Aim of the exercise:
Below are entries; count the lines containing the string "linecap". The answer is that number alone.

Data records:
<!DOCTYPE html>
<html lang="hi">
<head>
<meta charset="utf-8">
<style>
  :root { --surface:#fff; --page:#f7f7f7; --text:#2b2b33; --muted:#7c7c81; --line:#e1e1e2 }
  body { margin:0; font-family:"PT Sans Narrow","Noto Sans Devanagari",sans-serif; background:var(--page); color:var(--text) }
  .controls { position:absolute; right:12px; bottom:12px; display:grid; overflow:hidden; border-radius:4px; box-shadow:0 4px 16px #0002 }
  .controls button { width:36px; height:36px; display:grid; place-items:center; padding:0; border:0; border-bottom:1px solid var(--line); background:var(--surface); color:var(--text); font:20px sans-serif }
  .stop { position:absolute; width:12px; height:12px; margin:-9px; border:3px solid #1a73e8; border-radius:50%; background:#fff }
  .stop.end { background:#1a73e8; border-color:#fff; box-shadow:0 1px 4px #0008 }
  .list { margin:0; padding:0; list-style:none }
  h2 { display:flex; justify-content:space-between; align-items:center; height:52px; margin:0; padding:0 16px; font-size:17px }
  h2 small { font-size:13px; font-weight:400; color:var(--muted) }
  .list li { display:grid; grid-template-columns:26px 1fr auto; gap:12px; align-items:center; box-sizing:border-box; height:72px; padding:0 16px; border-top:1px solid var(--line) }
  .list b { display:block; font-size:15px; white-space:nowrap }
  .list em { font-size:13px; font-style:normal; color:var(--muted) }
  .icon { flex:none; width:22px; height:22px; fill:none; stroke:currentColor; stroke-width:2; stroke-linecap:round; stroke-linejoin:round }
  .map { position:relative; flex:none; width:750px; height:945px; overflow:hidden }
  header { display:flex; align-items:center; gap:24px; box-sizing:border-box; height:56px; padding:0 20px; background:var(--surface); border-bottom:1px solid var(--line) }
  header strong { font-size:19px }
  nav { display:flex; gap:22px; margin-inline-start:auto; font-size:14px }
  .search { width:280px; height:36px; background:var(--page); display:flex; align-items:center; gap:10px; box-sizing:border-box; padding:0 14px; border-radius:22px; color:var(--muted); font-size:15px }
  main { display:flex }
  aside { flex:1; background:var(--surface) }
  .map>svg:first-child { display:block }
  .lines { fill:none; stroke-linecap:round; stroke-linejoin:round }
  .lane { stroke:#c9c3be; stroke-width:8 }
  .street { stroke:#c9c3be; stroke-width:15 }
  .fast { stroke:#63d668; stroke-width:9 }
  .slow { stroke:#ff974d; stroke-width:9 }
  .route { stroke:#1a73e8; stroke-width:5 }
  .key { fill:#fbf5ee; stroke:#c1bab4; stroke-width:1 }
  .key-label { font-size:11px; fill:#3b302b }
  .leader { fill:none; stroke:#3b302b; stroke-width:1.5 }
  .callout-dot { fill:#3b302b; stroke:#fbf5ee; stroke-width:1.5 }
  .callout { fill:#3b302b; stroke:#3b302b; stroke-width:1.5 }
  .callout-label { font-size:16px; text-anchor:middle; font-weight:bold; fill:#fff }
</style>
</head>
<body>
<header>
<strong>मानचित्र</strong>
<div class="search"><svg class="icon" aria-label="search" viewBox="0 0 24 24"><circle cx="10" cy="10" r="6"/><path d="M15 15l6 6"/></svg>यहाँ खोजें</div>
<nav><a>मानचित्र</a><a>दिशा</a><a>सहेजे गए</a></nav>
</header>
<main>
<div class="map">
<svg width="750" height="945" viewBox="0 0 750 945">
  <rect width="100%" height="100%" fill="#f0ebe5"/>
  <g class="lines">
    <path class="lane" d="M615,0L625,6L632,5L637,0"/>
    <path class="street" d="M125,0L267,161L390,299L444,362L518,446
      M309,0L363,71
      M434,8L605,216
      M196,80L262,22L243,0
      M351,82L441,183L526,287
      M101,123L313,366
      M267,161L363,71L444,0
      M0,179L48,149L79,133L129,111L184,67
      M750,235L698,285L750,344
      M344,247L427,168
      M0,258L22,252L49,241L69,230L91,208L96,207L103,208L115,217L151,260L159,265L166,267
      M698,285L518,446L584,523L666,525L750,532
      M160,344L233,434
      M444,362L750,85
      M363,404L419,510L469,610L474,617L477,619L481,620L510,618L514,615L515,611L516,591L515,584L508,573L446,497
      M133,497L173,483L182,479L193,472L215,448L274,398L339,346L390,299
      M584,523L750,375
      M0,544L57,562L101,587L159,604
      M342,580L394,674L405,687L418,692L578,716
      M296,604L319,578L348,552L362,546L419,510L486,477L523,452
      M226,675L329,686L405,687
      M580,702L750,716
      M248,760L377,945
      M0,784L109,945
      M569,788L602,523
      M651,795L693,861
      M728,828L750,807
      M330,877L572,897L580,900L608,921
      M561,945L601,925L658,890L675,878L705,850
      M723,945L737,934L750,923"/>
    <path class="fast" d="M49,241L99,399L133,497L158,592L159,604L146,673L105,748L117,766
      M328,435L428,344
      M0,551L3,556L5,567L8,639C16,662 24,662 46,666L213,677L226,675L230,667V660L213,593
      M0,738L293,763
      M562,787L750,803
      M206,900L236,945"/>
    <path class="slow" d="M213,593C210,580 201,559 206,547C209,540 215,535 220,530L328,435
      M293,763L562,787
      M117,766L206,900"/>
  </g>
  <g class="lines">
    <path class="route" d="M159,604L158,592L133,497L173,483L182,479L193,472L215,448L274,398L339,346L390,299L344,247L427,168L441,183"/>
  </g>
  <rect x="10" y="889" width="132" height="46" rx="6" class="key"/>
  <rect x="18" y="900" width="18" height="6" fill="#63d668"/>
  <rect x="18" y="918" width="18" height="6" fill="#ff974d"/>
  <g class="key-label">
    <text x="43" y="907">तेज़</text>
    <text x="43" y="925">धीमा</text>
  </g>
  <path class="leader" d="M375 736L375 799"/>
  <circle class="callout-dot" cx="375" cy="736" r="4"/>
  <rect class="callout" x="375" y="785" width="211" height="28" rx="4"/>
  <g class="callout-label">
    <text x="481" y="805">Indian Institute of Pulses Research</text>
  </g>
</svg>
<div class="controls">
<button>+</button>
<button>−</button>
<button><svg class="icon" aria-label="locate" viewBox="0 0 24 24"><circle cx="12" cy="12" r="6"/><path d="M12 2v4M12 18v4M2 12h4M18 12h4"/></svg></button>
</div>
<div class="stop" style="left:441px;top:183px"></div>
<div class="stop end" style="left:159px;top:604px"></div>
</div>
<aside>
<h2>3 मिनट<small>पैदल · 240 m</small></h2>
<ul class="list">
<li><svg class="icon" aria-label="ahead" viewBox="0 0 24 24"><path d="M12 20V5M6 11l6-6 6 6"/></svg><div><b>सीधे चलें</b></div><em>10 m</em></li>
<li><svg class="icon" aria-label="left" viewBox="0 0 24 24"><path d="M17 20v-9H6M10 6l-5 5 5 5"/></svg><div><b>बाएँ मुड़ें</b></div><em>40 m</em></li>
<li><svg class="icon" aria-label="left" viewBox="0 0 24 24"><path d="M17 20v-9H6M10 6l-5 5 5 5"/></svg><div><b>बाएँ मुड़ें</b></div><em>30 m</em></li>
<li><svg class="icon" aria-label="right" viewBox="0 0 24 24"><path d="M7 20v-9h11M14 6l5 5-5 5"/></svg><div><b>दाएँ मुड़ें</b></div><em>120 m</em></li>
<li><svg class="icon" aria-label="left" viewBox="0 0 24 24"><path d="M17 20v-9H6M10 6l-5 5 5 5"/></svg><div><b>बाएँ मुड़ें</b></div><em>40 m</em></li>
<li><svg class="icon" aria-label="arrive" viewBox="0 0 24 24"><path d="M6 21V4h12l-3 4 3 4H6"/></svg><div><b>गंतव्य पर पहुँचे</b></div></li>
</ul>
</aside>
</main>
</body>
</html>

Expected answer:
2